Marriages were forbidden not only with strange women, but also within certain degrees of relationship; in which were included not only those close degrees, to which there is a natural abhorrence, but also such as did not exclude marriage in other nations. In this matter the law of the priests proceeded from the sound view that marriage did not belong to a natural connection already in existence, but was intended to found a new relationship. Not only was marriage forbidden with a mother, with any wife or concubine of the father, with a sister, a daughter, or granddaughter, a widowed daughter-in-law; but also with an aunt on the father's or mother's side, with a stepsister, or sister by marriage, with a sister-in-law, or wife's sister so long as the wife lived.[418]

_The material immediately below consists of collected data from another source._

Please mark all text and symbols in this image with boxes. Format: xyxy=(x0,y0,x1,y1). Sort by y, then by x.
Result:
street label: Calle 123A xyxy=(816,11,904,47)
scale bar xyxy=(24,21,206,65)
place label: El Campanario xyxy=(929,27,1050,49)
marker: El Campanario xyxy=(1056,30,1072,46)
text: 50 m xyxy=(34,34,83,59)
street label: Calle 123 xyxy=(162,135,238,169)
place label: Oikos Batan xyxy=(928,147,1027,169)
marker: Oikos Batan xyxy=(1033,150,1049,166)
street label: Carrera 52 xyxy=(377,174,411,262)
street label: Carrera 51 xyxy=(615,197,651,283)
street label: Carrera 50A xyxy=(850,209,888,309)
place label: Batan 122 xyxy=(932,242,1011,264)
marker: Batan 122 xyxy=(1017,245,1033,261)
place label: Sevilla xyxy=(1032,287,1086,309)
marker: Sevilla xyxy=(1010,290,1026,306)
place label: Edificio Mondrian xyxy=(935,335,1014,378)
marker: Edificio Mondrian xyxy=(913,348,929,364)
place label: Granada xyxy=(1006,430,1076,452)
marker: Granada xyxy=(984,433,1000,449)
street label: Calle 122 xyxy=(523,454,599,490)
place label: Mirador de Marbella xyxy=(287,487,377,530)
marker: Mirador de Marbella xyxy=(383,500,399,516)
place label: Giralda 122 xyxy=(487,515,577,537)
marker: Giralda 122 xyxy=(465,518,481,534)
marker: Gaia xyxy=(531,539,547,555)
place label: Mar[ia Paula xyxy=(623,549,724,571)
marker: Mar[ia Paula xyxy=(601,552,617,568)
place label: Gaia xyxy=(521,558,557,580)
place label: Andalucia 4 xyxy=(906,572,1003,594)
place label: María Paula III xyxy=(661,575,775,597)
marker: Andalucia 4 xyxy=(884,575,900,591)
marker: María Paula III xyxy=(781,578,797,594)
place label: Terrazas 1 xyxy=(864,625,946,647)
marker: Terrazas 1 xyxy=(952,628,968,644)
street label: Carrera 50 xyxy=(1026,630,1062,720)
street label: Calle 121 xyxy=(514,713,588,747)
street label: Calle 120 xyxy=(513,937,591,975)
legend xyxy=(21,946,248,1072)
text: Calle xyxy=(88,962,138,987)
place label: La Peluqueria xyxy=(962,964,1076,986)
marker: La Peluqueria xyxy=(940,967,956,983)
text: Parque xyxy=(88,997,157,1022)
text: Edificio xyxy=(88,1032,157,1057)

The husband purchased his wife as a chattel; hence in marriage she continued to live in entire dependence beside her husband. The husband could not commit adultery as against his wife; it was the right of another husband which was injured by the seduction of the wife. It rested with the husband to take as many wives as he chose beside his first wife, and as many concubines from his handmaids and female slaves as seemed good to him. The husband could put away his wife if she "found no favour in his eyes," while the wife, on her part, could not dissolve the marriage, or demand a separation; she possessed no legal will. Like the wife, the children stood to the father in a relation of the most complete dependence. Nor only did he sell his daughters for marriage, he could give them as pledges, or even sell them as slaves, but not out of the land;[419] and though the father was not allowed to sell the son as a slave, he could turn him out of his house. Obedience and reverence towards parents were impressed strongly on children, even in the earliest regulations derived from the time of Moses. The son who curses his father or mother, or strikes them, must be put to death.[420] The first-born son is the heir of the house; after the death of the father he is the head of the family, and succeeds to his rights over the younger sons and the females. It is not clear whether the law allows any claims to the moveable inheritance to any of the sons besides the eldest, to whom the immoveable property passed absolutely; the sons of concubines and slaves had no right of inheritance if there were sons in existence by legitimate marriage. Daughters could only inherit if there were no sons. The heiress could not marry beyond the tribe, in order that the inheritance might at least fall to the lot of a tribesman. If there were neither sons nor daughters, the brother of the father was the heir, and then the uncles of the father.[421]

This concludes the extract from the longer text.